Data excerpts:

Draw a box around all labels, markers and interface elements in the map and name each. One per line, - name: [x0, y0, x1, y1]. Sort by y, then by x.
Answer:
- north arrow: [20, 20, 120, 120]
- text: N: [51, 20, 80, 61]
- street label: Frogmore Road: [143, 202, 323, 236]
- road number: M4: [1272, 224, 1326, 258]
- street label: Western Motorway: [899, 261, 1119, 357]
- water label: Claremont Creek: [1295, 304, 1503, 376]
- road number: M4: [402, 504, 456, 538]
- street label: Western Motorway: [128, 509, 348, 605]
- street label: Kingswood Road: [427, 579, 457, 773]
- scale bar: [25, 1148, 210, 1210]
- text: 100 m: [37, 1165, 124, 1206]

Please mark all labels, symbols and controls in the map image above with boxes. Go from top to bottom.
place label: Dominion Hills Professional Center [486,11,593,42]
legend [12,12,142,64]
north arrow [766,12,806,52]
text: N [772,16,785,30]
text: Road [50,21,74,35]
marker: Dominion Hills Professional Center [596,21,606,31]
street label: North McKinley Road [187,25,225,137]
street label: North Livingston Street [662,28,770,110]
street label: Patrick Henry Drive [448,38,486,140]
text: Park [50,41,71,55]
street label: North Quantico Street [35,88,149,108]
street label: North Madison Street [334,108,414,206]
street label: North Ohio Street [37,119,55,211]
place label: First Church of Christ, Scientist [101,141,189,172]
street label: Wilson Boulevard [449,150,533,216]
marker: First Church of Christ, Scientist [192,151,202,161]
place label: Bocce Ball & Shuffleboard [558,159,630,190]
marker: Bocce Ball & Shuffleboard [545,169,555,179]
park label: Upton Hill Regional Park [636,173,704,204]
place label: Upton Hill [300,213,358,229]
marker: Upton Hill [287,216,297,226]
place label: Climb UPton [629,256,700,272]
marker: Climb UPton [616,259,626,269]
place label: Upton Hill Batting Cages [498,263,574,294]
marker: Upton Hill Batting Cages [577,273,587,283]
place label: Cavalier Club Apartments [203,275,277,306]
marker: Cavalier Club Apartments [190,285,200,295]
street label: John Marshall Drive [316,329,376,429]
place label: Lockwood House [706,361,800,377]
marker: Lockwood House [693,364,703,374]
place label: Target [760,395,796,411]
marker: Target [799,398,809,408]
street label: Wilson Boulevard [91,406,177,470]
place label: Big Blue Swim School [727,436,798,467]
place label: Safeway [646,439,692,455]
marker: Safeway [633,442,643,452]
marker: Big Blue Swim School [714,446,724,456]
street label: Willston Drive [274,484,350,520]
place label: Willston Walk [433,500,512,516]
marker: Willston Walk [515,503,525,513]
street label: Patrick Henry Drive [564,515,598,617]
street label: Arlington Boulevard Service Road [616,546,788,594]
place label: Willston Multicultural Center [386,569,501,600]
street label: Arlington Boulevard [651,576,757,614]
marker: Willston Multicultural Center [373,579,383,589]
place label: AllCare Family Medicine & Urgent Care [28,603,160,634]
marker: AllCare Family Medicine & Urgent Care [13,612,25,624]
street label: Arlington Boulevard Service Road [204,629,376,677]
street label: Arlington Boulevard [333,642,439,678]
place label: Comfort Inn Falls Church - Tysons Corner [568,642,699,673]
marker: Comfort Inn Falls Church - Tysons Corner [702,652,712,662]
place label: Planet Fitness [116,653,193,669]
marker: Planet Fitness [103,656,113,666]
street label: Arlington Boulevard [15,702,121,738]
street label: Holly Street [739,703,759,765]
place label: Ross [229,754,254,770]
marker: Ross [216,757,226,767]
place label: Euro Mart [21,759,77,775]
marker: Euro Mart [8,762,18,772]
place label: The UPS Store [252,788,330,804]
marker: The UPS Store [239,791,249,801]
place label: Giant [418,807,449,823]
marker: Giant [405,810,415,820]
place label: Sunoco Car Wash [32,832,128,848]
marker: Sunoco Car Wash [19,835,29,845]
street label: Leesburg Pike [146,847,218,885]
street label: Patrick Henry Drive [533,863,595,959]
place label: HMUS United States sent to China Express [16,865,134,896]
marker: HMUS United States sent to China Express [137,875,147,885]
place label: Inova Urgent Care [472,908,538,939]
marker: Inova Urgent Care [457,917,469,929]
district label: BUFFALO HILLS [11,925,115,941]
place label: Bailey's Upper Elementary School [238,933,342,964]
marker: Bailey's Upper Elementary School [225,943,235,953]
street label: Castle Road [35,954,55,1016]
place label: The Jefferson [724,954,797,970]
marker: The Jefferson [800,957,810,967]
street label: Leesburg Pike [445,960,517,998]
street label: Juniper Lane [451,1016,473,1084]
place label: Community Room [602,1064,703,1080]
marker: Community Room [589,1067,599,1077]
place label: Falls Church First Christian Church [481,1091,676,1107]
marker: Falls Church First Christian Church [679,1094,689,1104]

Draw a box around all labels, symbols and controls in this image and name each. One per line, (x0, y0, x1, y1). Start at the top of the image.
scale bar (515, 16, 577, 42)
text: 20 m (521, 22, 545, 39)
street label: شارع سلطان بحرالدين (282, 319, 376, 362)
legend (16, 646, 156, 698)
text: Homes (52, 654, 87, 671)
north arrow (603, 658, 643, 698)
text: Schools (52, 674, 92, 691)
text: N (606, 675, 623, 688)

◆ **What is expected**
Among the entries, find each line that includes the string "Express" and copy it.

◆ **Output of the exercise**
place label: HMUS United States sent to China Express [16,865,134,896]
marker: HMUS United States sent to China Express [137,875,147,885]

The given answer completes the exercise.